Introduction to Clustering | Mastering Microsoft Exchange Server 2007 SP1

Conceptually, clustering is fairly simple to describe. A cluster is a collection of computers that work together to provide a single service. In some implementations of a cluster, multiple nodes all share the workload; the Windows Server 2003 Network Load Balancing feature is an example. In other implementations, one node provides the actual service (this is called the active node) and another node is waiting to take over that service if the first node fails (this is the passive node). An example of this is how Exchange 2007 mailbox servers are clustered.

Clustering is certainly nothing new. Microsoft has supported Exchange clustering since the Exchange 5.5 days, but other vendors, such as Digital Equipment Corporation (now part of HP), Tandem (now part of HP), IBM, and others, have supported clustering technologies for the last 25 years.

The purpose of clustering varies somewhat, but almost always one of the primary intentions is to have a mechanism to provide a higher level of availability. Network Load Balancing not only provides higher availability for the services it offers, it can also allow you to scale further and support more clients.

In the following sections, we want to introduce you to the clustering concepts supported by Exchange 2007 Mailbox server roles and familiarize you with some of the advantages and disadvantages of these types of clustering. If these technologies sound like "the next step" for your organization, then we encourage you to read further though the Microsoft website and white papers for implementation details. Full implementation details of mailbox clustering are beyond the scope of this book.

Is Clustering the Next Step?

When organizations are considering implementing Exchange clusters, the reason is that they want to achieve higher availability for their e-mail services. The most important question that should be asked, though, is whether clustering is the next step toward higher availability.

Carefully look at all of the reasons that you have had unscheduled downtime over the past year or two. Determine the root cause for each of these downtime incidents. For each of these, ask yourself if redundant hardware or redundant copies of the database would have spared you that downtime. You may be surprised at what you find. Many organizations find that clustering would solve almost none of their unscheduled downtime problems.

Next, examine the additional costs involved in implementing clusters. These costs include hardware, software, storage, consulting, and training.
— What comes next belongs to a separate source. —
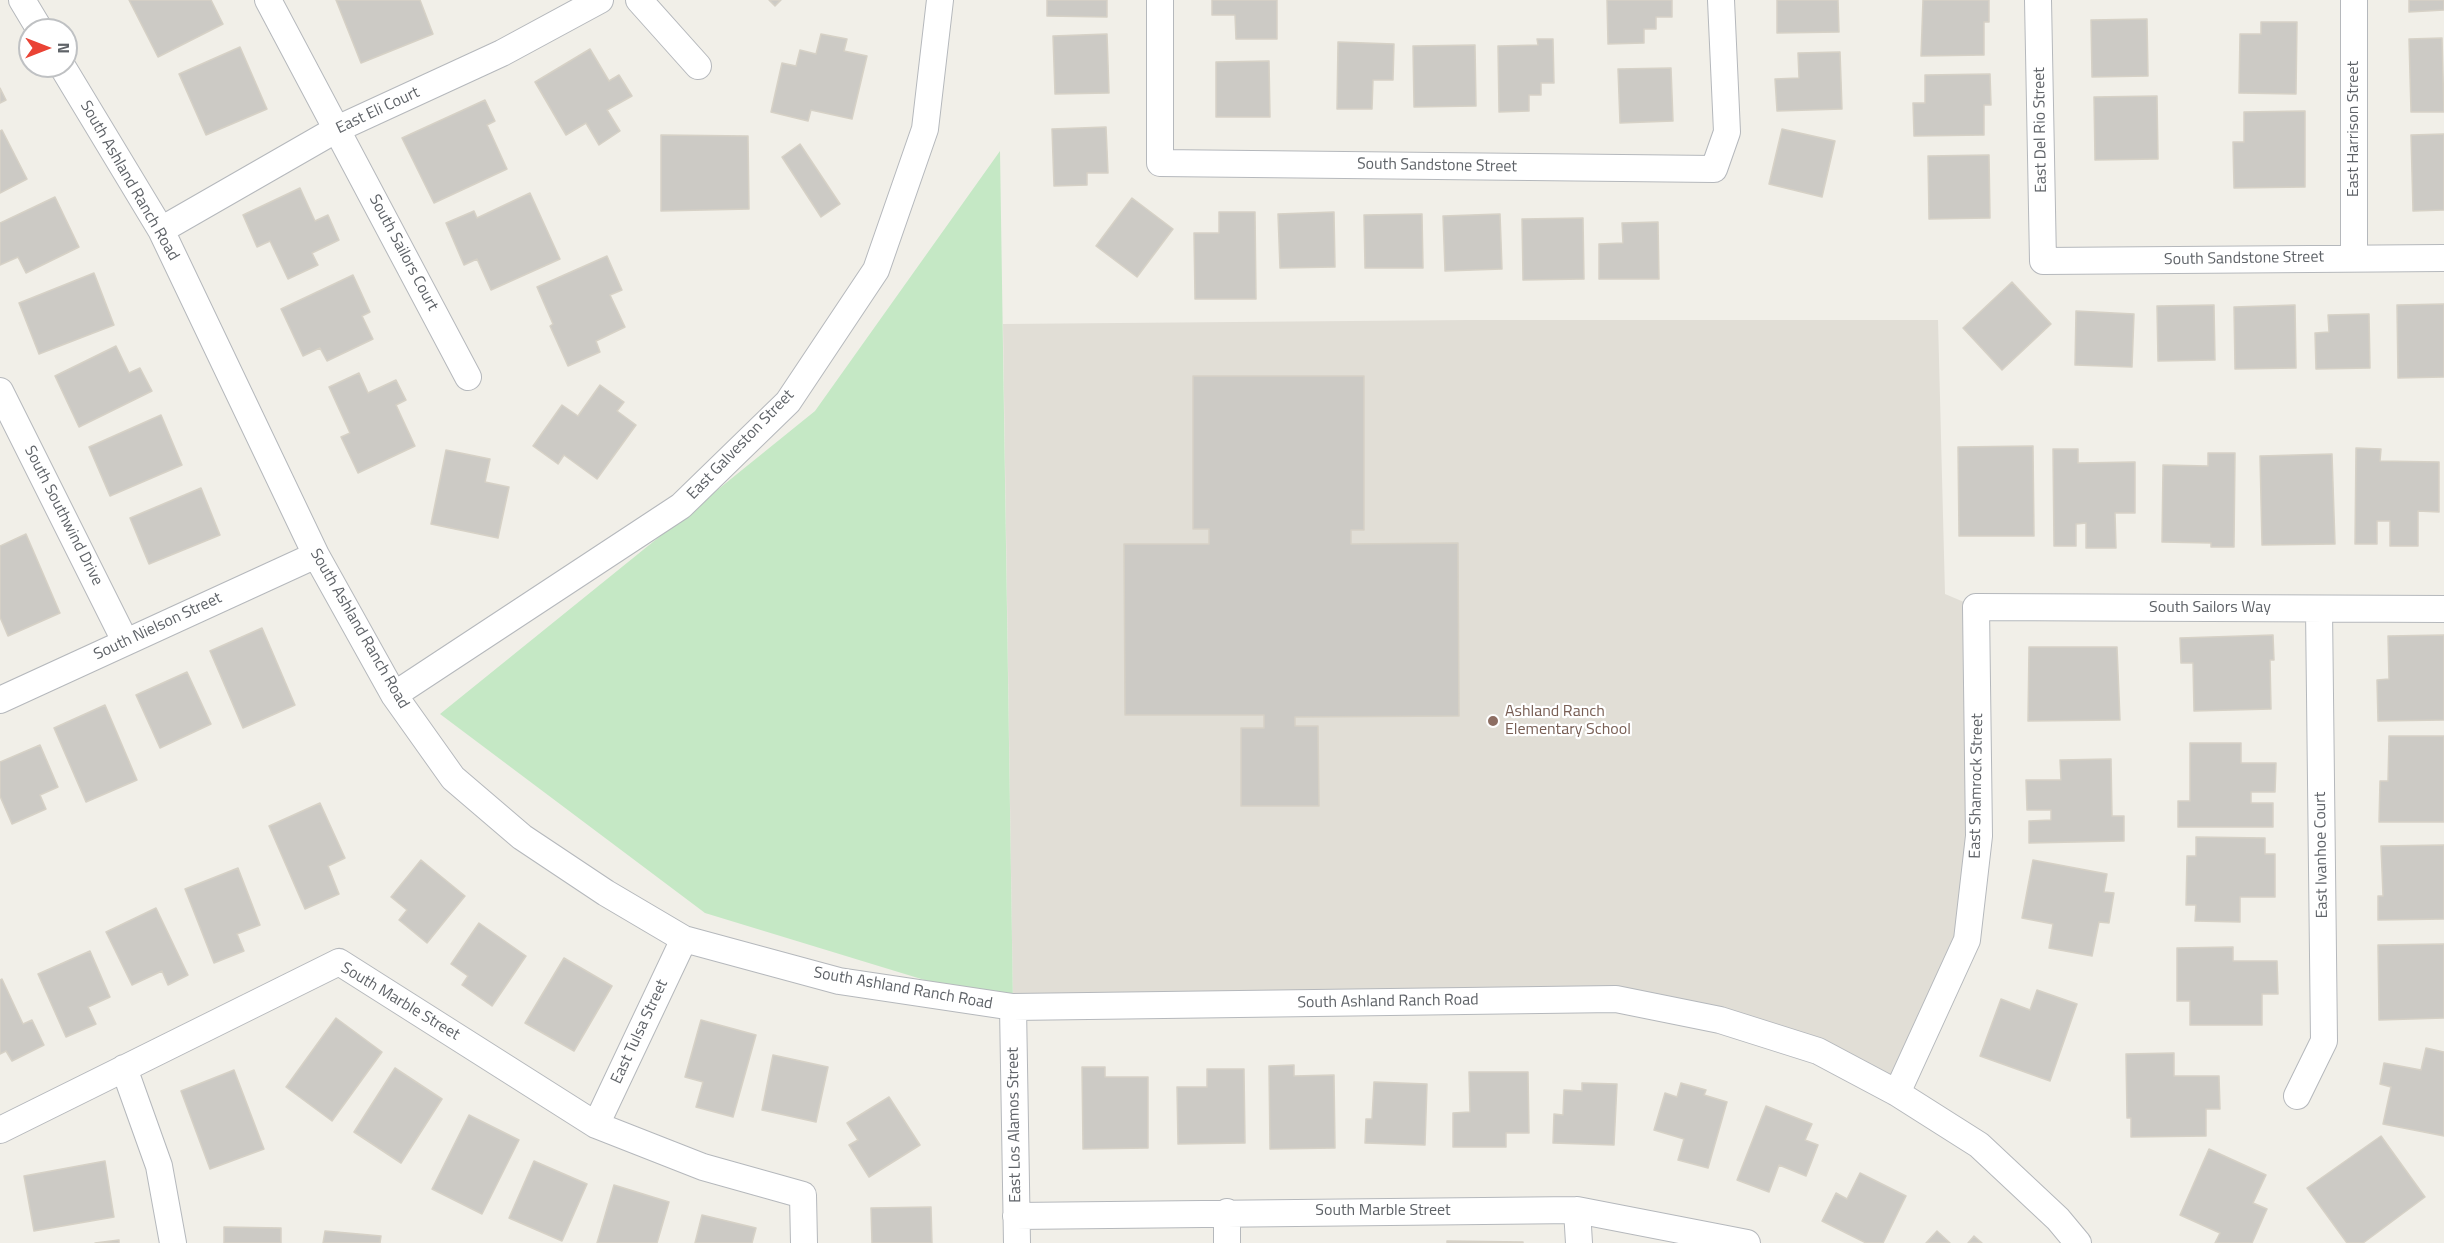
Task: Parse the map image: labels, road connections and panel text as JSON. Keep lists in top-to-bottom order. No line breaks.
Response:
{"streets":{"street":["East Eli Court","East Harrison Street","East Del Rio Street","South Sandstone Street","South Ashland Ranch Road","South Sailors Court","East Galveston Street","South Southwind Drive","South Sailors Way","South Nielson Street","East Shamrock Street","East Ivanhoe Court","South Marble Street","East Tulsa Street","East Los Alamos Street"]},"crossings":[["East Eli Court","South Ashland Ranch Road"],["East Eli Court","South Sailors Court"],["East Harrison Street","South Sandstone Street"],["East Del Rio Street","South Sandstone Street"],["South Ashland Ranch Road","East Galveston Street"],["South Ashland Ranch Road","South Nielson Street"],["South Ashland Ranch Road","East Shamrock Street"],["South Ashland Ranch Road","East Tulsa Street"],["South Ashland Ranch Road","East Los Alamos Street"],["South Southwind Drive","South Nielson Street"],["South Sailors Way","East Shamrock Street"],["South Sailors Way","East Ivanhoe Court"],["South Marble Street","East Tulsa Street"],["South Marble Street","East Los Alamos Street"]],"places":["Ashland Ranch Elementary School"],"north":"right"}
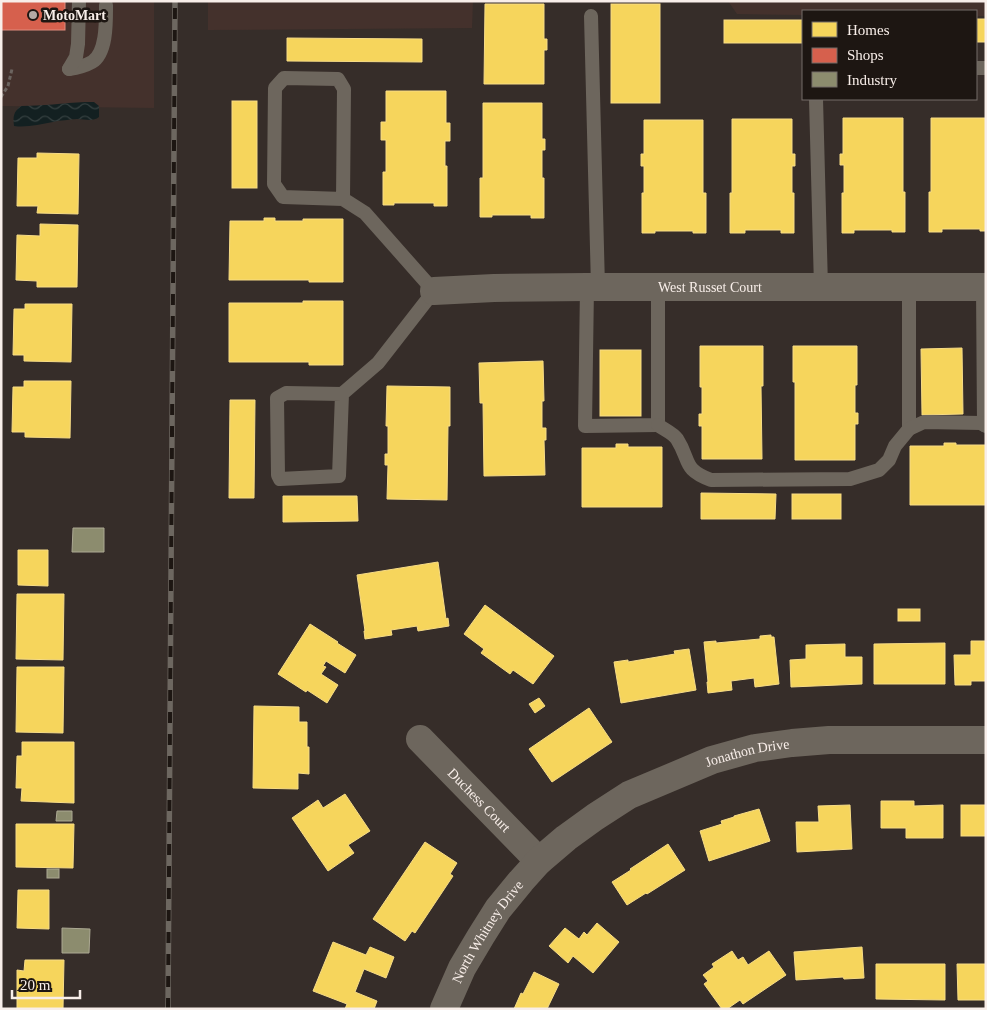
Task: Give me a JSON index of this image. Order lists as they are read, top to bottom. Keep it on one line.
{"streets":{"street":["West Russet Court","Jonathon Drive","Duchess Court","North Whitney Drive"]},"crossings":[["Jonathon Drive","Duchess Court"],["Jonathon Drive","North Whitney Drive"],["Duchess Court","North Whitney Drive"]],"places":["MotoMart"],"legend":["Homes","Shops","Industry"],"scale_bar":"20 m"}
Will these additional costs be justified based on the amount of downtime that you have had versus the level of availability you require.

Clustering: The Good, the Bad, and the Ugly

We certainly don't want to discourage anyone from implementing Exchange clustering. If the technology is right for your organization and it will provide you with value, then certainly you should be seriously considering clustering your important Exchange 2007 mailbox servers. In the next sections, we give you our opinion of the good, bad, and ugly points of clustering.

The Good

Many people that implement Exchange clustering become raving fans of the technology and would have the word clustering tattooed on their foreheads if their spouses or significant others would allow it. Let's look at a few of the high points and selling points for implementing a cluster.
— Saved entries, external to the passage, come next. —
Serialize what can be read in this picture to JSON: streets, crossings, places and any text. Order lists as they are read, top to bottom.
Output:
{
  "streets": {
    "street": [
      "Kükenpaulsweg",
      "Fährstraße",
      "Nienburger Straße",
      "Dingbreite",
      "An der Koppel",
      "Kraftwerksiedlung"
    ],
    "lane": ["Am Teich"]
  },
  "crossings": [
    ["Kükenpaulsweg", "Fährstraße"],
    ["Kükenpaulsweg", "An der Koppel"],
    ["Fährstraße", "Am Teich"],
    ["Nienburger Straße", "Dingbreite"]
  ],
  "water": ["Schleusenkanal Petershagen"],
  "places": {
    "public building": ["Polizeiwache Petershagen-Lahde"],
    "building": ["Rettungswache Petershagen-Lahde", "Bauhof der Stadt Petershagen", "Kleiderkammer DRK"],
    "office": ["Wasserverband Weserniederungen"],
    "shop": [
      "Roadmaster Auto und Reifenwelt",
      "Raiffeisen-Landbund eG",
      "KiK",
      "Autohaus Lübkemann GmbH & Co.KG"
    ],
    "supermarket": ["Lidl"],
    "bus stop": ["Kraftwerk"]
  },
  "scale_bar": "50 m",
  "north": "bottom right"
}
It increases availability by bringing failed mailbox servers back online sooner.
It gives you the ability to meet service level agreements.
It reduces scheduled downtime windows for mailbox servers.
Clustered continuous replication allows for replicated copies of mailbox data.
It provides automatic failover of Exchange mailbox services.
Failover times are usually under five minutes in duration.
Outlook in cached Exchange mode can make a failover invisible to desktop users.

The Bad

Naturally, there are a few points that are going to count against clustering when you begin planning or implementing a clustered environment:

Exchange 2007 only supports clustering the Mailbox role.
There may be additional software costs (Windows and Exchange server licenses for passive node; Enterprise Edition of Windows and Exchange is required).
Single copySingle copy clusters require shared storage such as storage area networks (SANs) regardless of whether iSCSI or Fibre Channel attached shared storage is used. This can significantly increase costs.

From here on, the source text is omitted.